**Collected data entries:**
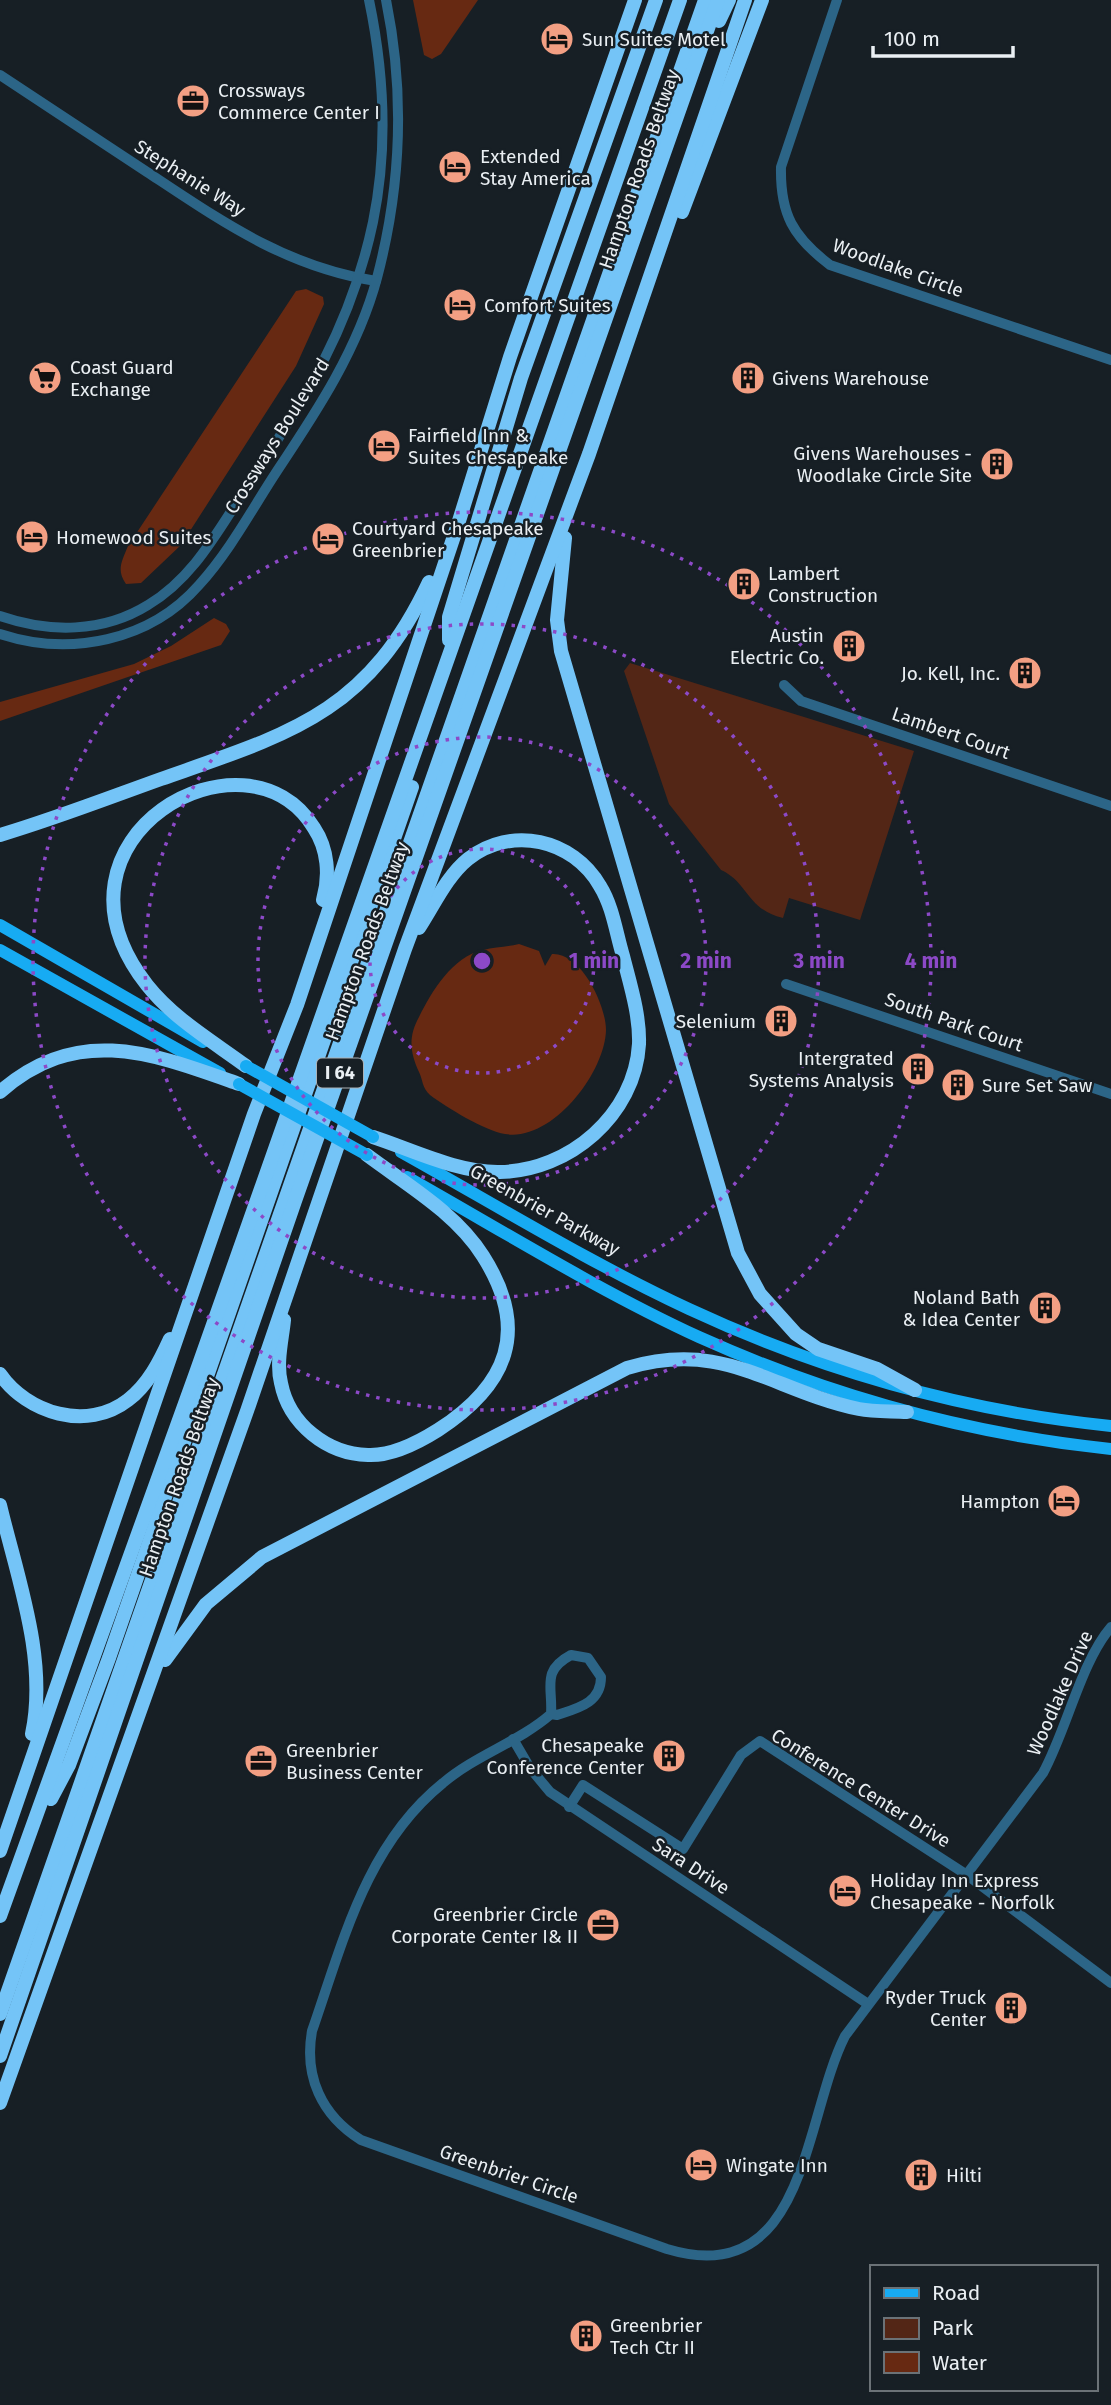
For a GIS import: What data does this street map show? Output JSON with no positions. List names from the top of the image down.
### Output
{
  "streets": {
    "highway": ["Hampton Roads Beltway", "I 64"],
    "main road": ["Greenbrier Parkway"],
    "street": [
      "Stephanie Way",
      "Woodlake Circle",
      "Crossways Boulevard",
      "Lambert Court",
      "South Park Court",
      "Woodlake Drive",
      "Conference Center Drive",
      "Sara Drive",
      "Greenbrier Circle"
    ]
  },
  "crossings": [
    ["Stephanie Way", "Crossways Boulevard"],
    ["Woodlake Drive", "Conference Center Drive"],
    ["Woodlake Drive", "Greenbrier Circle"],
    ["Conference Center Drive", "Sara Drive"],
    ["Conference Center Drive", "Greenbrier Circle"],
    ["Sara Drive", "Greenbrier Circle"]
  ],
  "places": {
    "hotel": [
      "Sun Suites Motel",
      "Extended Stay America",
      "Comfort Suites",
      "Fairfield Inn & Suites Chesapeake",
      "Homewood Suites",
      "Courtyard Chesapeake Greenbrier",
      "Hampton",
      "Holiday Inn Express Chesapeake - Norfolk",
      "Wingate Inn"
    ],
    "office": ["Crossways Commerce Center I", "Greenbrier Business Center", "Greenbrier Circle Corporate Center I& II"],
    "supermarket": ["Coast Guard Exchange"],
    "building": [
      "Givens Warehouse",
      "Givens Warehouses - Woodlake Circle Site",
      "Lambert Construction",
      "Austin Electric Co.",
      "Jo. Kell, Inc.",
      "Selenium",
      "Intergrated Systems Analysis",
      "Sure Set Saw",
      "Noland Bath & Idea Center",
      "Chesapeake Conference Center",
      "Ryder Truck Center",
      "Hilti",
      "Greenbrier Tech Ctr II"
    ]
  },
  "legend": ["Road", "Park", "Water"],
  "scale_bar": "100 m",
  "rings": [
    "1 min",
    "2 min",
    "3 min",
    "4 min"
  ]
}
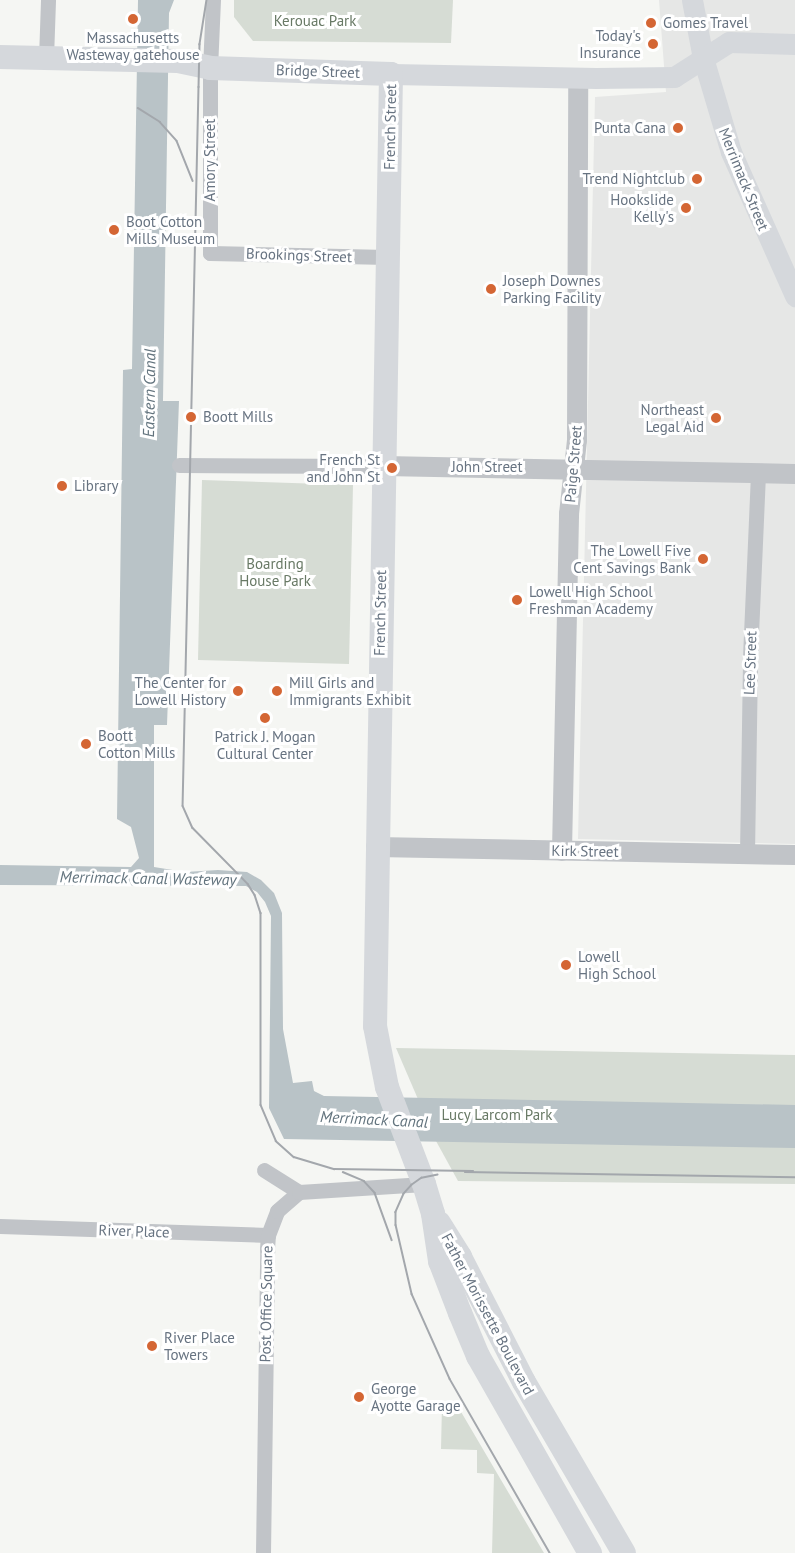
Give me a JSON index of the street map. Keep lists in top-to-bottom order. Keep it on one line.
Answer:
{"streets":{"main road":["Bridge Street","French Street","Merrimack Street","Father Morissette Boulevard"],"street":["Amory Street","Brookings Street","Paige Street","John Street","Lee Street","Kirk Street","River Place","Post Office Square"]},"crossings":[["Bridge Street","French Street"],["Bridge Street","Amory Street"],["Bridge Street","Merrimack Street"],["Bridge Street","Paige Street"],["French Street","Brookings Street"],["French Street","John Street"],["French Street","Kirk Street"],["French Street","Father Morissette Boulevard"],["Amory Street","Brookings Street"],["Paige Street","John Street"],["Paige Street","Kirk Street"],["John Street","Lee Street"],["Lee Street","Kirk Street"],["River Place","Post Office Square"]],"water":["Eastern Canal","Merrimack Canal Wasteway","Merrimack Canal"],"parks":["Kerouac Park","Boarding House Park","Lucy Larcom Park"],"places":["Massachusetts Wasteway gatehouse","Gomes Travel","Today's Insurance","Punta Cana","Trend Nightclub","Hookslide Kelly's","Boot Cotton Mills Museum","Joseph Downes Parking Facility","Boott Mills","Northeast Legal Aid","French St and John St","Library","The Lowell Five Cent Savings Bank","Lowell High School Freshman Academy","The Center for Lowell History","Mill Girls and Immigrants Exhibit","Patrick J. Mogan Cultural Center","Boott Cotton Mills","Lowell High School","River Place Towers","George Ayotte Garage"]}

**Instructions for the task:**
What lines in the records above include the string "Hampton"? Copy each one.

**Completed task:**
    "highway": ["Hampton Roads Beltway", "I 64"],
      "Hampton",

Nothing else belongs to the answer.